▸ **What the exercise asks**:
Go over these records and count the lines with the string "block" in them; the count is all that should be returned.

▸ **Data shown**:
◇ ◇ ◇ ◇ ◇

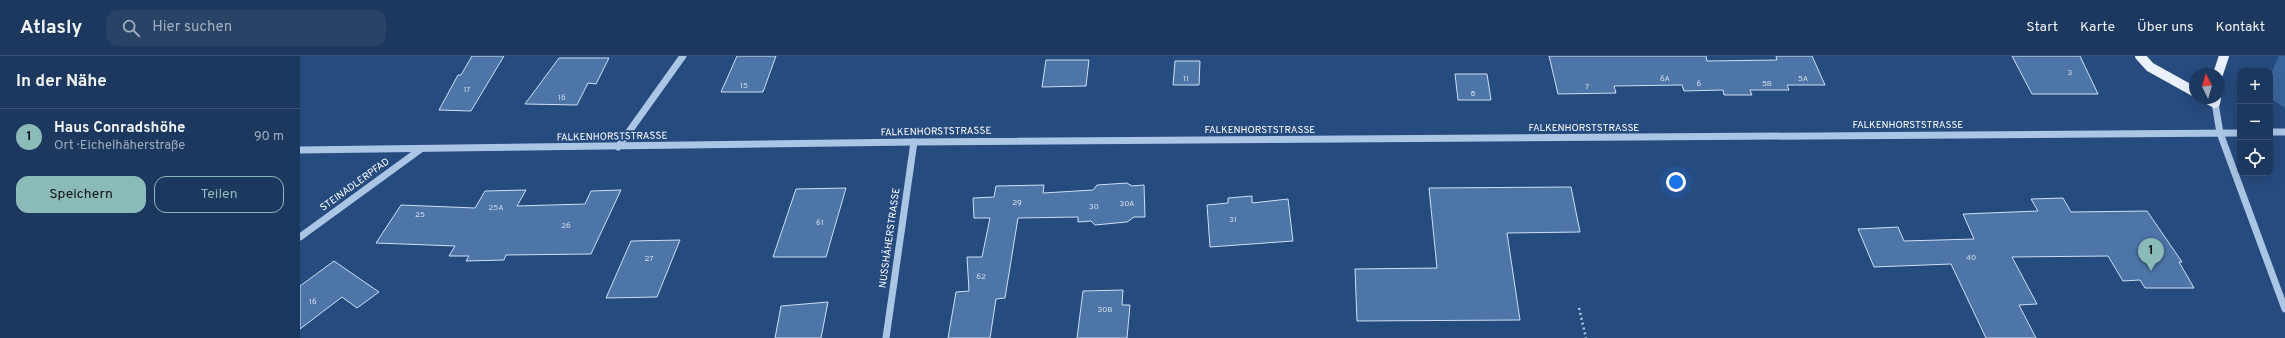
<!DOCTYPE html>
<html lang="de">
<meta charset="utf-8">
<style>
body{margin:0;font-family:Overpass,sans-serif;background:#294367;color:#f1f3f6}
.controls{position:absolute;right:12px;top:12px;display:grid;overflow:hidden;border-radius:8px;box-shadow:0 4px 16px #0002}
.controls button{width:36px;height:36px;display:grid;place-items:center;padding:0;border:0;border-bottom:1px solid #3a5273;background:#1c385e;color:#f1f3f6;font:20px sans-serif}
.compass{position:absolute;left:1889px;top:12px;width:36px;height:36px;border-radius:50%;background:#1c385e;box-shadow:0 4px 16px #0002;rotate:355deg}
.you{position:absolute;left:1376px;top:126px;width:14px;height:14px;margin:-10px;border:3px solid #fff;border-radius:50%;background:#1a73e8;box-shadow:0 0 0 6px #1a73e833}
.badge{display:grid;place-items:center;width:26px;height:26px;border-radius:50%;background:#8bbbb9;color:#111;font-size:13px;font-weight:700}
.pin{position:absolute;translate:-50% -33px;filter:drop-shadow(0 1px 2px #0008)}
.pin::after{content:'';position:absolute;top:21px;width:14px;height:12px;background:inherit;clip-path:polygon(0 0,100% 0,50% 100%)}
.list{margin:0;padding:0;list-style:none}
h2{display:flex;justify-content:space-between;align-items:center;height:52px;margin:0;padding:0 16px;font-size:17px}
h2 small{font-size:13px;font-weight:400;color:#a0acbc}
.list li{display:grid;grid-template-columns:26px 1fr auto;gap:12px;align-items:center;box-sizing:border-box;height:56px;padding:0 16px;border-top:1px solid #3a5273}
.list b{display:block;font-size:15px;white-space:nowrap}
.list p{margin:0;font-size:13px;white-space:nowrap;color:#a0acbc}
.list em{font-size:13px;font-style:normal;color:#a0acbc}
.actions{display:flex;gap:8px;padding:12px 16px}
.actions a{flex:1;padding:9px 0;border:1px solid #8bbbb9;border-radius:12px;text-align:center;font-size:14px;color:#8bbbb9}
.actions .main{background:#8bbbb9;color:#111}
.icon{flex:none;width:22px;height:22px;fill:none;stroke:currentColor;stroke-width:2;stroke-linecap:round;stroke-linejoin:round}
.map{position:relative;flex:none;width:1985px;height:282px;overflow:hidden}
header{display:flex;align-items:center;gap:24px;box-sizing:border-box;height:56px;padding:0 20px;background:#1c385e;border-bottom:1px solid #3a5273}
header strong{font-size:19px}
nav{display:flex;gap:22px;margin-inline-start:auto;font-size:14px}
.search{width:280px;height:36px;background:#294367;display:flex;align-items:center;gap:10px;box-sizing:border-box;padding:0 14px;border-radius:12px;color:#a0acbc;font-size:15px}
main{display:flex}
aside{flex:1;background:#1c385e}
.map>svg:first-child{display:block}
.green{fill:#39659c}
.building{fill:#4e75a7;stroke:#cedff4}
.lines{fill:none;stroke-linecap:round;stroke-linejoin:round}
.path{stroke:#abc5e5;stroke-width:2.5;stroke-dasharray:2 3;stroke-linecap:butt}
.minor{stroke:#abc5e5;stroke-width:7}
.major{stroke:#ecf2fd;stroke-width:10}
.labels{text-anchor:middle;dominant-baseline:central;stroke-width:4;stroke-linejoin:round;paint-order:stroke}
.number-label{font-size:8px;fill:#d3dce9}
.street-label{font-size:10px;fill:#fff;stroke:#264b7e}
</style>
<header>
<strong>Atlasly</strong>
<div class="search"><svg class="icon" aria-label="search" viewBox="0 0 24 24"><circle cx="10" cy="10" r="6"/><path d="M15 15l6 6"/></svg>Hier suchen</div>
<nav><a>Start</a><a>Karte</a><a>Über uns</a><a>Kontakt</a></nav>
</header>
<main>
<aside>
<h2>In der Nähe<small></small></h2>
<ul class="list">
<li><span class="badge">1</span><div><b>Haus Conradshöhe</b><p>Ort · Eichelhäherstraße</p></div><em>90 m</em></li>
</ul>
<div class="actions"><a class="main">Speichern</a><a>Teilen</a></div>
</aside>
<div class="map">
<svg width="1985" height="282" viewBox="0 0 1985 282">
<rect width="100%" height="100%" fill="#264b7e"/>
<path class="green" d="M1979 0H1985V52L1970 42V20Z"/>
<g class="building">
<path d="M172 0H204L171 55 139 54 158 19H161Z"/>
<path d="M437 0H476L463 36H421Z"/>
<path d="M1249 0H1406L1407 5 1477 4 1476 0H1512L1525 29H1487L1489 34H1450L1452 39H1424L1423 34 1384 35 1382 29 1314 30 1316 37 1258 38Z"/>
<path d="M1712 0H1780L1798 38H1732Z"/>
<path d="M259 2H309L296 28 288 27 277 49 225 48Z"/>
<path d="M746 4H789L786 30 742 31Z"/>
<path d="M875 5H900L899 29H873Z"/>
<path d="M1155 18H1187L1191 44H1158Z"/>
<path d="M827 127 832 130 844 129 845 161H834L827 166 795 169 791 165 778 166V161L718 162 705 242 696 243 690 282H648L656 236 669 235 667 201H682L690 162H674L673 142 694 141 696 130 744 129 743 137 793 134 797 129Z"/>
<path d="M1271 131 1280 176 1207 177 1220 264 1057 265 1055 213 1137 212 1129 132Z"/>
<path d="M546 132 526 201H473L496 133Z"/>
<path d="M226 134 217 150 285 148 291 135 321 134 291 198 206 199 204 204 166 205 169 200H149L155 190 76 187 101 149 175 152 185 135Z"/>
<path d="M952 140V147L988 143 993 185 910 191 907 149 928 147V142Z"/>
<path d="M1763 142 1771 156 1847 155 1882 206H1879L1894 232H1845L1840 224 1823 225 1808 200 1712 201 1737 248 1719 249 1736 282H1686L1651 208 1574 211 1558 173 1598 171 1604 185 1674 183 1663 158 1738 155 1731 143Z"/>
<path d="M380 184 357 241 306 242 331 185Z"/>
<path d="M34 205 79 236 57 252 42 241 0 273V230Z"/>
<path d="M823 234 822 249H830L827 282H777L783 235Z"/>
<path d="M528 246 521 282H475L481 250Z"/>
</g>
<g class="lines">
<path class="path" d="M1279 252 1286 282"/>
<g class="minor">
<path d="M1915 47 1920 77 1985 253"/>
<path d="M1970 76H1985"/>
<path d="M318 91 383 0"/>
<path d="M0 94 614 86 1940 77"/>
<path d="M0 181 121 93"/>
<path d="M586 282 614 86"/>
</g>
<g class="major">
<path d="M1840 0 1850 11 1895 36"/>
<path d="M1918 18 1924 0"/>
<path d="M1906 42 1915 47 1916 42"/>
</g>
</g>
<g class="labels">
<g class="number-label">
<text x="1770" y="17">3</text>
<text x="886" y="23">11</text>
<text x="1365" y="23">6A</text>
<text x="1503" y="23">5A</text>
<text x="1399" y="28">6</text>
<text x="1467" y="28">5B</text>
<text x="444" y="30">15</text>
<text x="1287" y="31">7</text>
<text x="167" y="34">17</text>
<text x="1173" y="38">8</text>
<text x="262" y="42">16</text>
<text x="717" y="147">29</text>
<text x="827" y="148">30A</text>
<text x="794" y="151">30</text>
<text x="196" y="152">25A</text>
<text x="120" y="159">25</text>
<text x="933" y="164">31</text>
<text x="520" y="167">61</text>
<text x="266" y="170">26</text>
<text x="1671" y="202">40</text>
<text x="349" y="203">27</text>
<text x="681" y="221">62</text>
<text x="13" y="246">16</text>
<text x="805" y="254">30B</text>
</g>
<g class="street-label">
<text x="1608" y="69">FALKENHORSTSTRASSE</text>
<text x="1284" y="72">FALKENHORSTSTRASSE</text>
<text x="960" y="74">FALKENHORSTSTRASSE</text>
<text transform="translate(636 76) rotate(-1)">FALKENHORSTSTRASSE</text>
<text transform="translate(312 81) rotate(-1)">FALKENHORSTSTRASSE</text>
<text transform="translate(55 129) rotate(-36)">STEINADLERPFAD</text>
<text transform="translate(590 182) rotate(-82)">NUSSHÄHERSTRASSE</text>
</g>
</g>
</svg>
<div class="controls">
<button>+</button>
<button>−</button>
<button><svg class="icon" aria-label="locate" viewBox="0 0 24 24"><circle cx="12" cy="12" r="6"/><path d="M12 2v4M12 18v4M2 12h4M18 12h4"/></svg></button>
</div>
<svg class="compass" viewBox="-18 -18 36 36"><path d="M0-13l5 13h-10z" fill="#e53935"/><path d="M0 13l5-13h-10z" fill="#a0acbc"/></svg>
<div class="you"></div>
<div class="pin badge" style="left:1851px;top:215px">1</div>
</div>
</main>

◇ ◇ ◇ ◇ ◇

▸ **Expected answer**:
2